I can’t say for sure that “shadowbanning” accurately describes what happened to the plaintiff, but close enough. He had multiple Facebook accounts. He posted from one account, but the item didn’t appear when he looked for the item through a different account. He claimed that “Facebook was trying to deceive him into thinking he had posted a publicly visible comment, when in fact the comment was not visible.” Unsurprisingly, his pro se lawsuit goes nowhere.
Section 230(b). Section 230(b) contains a series of policy statements from Congress contextualizing Section 230. The court says: “The plain language of the statute shows that these are merely expressions of Congressional policy. These policies are not substantive provisions that provide a basis for liability, nor do they create a private right of action.” It’s interesting to see litigants trying to create substantive rights out of Section 230(b)’s policy statements–I just blogged about another attempted misuse of 230(b).
Section 230(c)(2)(A). Another misguided attempt to weaponize language that doesn’t support a cause of action: “this provision provides an immunity, so even if Facebook acted discriminatorily, at most that would deprive it of the immunity that the statute provides.”
Section 2000a(a) of the Civil Rights Act (42 USC 1981). “Millan alleges in his amended complaint that Facebook discriminated against him by blocking his post because it wanted to stop him from selling his services. Putting aside the question of whether Facebook constitutes a ‘public accommodation,’ the statute does not prohibit businesses from discriminating on this basis.” Another example of a plaintiff weaponizing civil rights laws to advance goals completely unrelated to the goal of protecting minorities.
47 USC 202. This law applies to “common carriers,” so of course it doesn’t apply to Facebook. The court says the plaintiff “does not allege that Facebook transmits these signals from their point of origin to their point of reception. Indeed, such allegations would be contrary to the general operation of the Internet, in which some companies create digital content and others own and operate the wires and other infrastructure that transmits the digital content to users.” Hello, layers of the telecom stack! Furthermore, the court says Facebook qualified as an “information service” in the “info/telecom services” divide.
ECPA. The plaintiff “voluntarily provided the comment to Facebook in the expectation that Facebook would display it publicly. Millan does not explain how the statute can be construed to prohibit this.”
18 USC 1343. This is an anti-fraud criminal statute without a private right of action.

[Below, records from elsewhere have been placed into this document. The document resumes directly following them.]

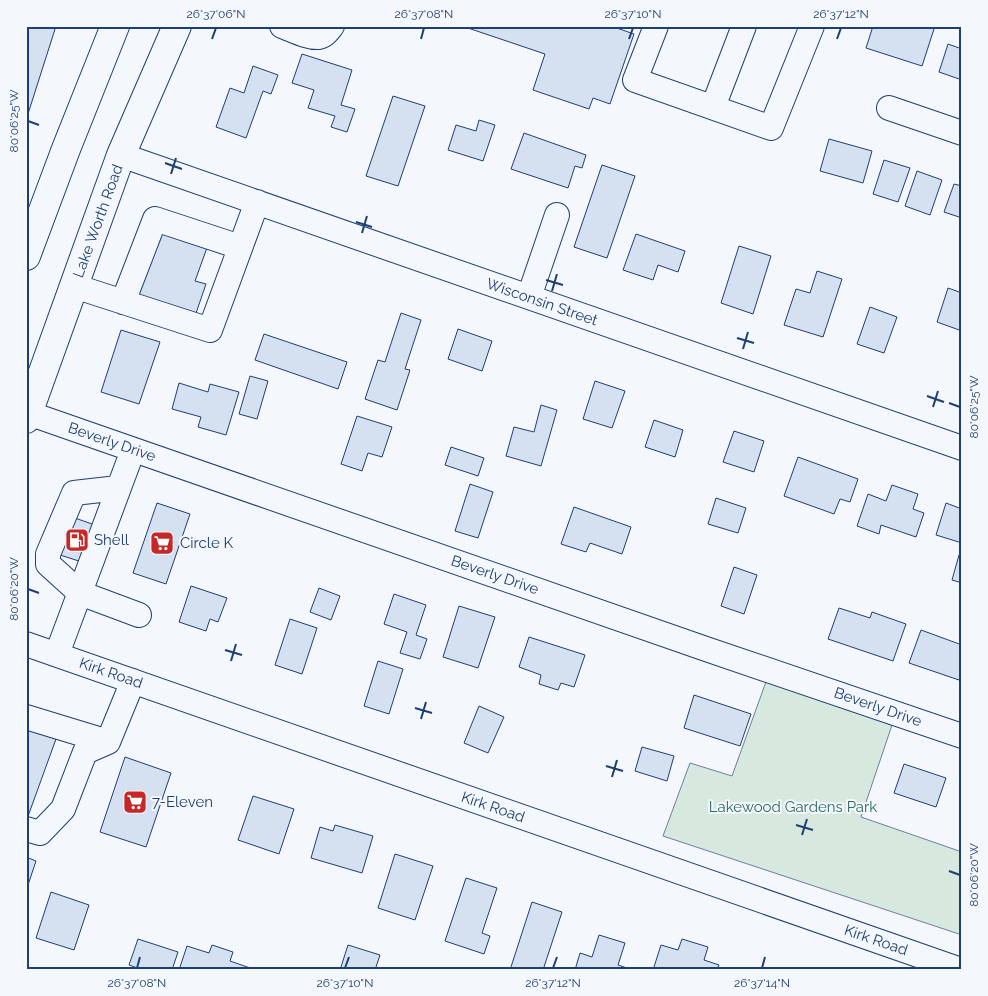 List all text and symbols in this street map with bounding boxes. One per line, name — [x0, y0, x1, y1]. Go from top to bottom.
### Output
text: 26°37'06"N — [187, 7, 245, 21]
text: 26°37'08"N — [395, 7, 453, 21]
text: 26°37'10"N — [605, 7, 661, 21]
text: 26°37'12"N — [813, 7, 869, 21]
text: 80°06'25"W — [7, 89, 21, 152]
street label: Lake Worth Road — [69, 162, 127, 280]
street label: Wisconsin Street — [484, 274, 600, 330]
text: 80°06'25"W — [967, 375, 981, 438]
street label: Beverly Drive — [66, 419, 158, 465]
fuel station icon: Shell — [64, 527, 90, 553]
supermarket icon: Circle K — [149, 530, 175, 556]
place label: Shell — [94, 531, 130, 549]
place label: Circle K — [180, 534, 234, 552]
street label: Beverly Drive — [449, 552, 541, 598]
text: 80°06'20"W — [7, 557, 21, 621]
street label: Kirk Road — [77, 654, 145, 692]
street label: Beverly Drive — [832, 684, 924, 730]
street label: Kirk Road — [459, 788, 527, 826]
supermarket icon: 7-Eleven — [122, 789, 148, 815]
place label: 7-Eleven — [152, 793, 213, 811]
park label: Lakewood Gardens Park — [709, 798, 877, 816]
text: 80°06'20"W — [967, 843, 981, 907]
street label: Kirk Road — [842, 921, 910, 959]
text: 26°37'08"N — [108, 976, 166, 990]
text: 26°37'10"N — [317, 976, 373, 990]
text: 26°37'12"N — [525, 976, 581, 990]
text: 26°37'14"N — [734, 976, 790, 990]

It’s easy to laugh at the plaintiff’s futility here, but I’m not laughing at all. This is the kind of lawsuit we can expect to see regularly when Congress creates more bases for plaintiffs to sue over content moderation decisions. The impending tsunami of lawsuits pose an existential threat to the Internet as we know it, both due to their defense costs and the countermoves Internet services will make to reduce those defense costs. Congress should be fighting against that outcome. Instead, Congress will lean into it.